» **PROMPT**
Lines that include "image" make up the answer; copy all of them from the data below.

[RECORDS SUPPLIED Boundary: Start]

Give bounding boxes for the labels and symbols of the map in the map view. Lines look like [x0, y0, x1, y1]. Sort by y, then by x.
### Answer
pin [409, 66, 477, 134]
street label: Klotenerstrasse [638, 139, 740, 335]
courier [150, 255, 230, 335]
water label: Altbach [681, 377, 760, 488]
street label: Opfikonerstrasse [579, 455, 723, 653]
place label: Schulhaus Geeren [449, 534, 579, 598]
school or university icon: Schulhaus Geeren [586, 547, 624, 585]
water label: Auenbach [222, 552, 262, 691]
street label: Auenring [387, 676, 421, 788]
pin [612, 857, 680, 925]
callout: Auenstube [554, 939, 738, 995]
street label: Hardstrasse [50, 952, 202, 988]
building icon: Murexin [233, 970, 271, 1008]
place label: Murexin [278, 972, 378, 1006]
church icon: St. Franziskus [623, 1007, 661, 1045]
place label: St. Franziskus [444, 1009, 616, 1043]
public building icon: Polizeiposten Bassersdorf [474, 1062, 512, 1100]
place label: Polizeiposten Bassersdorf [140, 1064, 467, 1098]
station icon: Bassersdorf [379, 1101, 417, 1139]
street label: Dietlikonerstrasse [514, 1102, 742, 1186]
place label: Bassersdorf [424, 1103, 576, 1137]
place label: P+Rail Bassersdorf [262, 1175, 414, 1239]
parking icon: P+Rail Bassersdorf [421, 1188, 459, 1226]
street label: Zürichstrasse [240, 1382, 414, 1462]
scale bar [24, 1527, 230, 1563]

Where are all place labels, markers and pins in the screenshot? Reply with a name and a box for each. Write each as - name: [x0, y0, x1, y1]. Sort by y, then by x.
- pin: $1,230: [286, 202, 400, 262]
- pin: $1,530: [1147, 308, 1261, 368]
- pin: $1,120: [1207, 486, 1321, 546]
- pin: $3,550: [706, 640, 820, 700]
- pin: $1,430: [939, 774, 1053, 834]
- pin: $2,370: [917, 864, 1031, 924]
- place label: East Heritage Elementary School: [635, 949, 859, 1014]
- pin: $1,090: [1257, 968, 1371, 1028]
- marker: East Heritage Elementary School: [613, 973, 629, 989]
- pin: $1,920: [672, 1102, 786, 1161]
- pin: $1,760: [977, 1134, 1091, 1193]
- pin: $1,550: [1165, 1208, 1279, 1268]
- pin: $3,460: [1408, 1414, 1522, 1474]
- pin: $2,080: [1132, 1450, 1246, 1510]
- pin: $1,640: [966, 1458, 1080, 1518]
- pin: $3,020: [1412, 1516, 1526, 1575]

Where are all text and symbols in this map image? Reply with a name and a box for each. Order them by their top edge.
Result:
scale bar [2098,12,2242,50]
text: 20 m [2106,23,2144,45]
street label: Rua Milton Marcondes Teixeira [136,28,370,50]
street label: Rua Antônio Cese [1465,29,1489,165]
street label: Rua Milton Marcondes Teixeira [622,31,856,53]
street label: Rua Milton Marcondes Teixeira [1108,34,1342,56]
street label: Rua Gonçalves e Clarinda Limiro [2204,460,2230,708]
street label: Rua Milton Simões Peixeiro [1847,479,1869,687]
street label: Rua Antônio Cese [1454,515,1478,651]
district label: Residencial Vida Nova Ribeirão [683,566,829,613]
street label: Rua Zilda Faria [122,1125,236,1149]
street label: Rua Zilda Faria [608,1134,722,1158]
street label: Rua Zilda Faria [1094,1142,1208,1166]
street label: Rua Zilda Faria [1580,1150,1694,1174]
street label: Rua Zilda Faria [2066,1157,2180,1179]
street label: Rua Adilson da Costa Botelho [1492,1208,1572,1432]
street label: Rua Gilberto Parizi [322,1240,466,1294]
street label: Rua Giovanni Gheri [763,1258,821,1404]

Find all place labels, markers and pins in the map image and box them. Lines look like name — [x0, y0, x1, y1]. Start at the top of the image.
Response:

[RECORDS SUPPLIED Boundary: End]

» **WRITTEN SOLUTION**
Where are all text and symbols in this map image? Reply with a name and a box for each. Order them by their top edge.
Find all place labels, markers and pins in the map image and box them. Lines look like name — [x0, y0, x1, y1]. Start at the top of the image.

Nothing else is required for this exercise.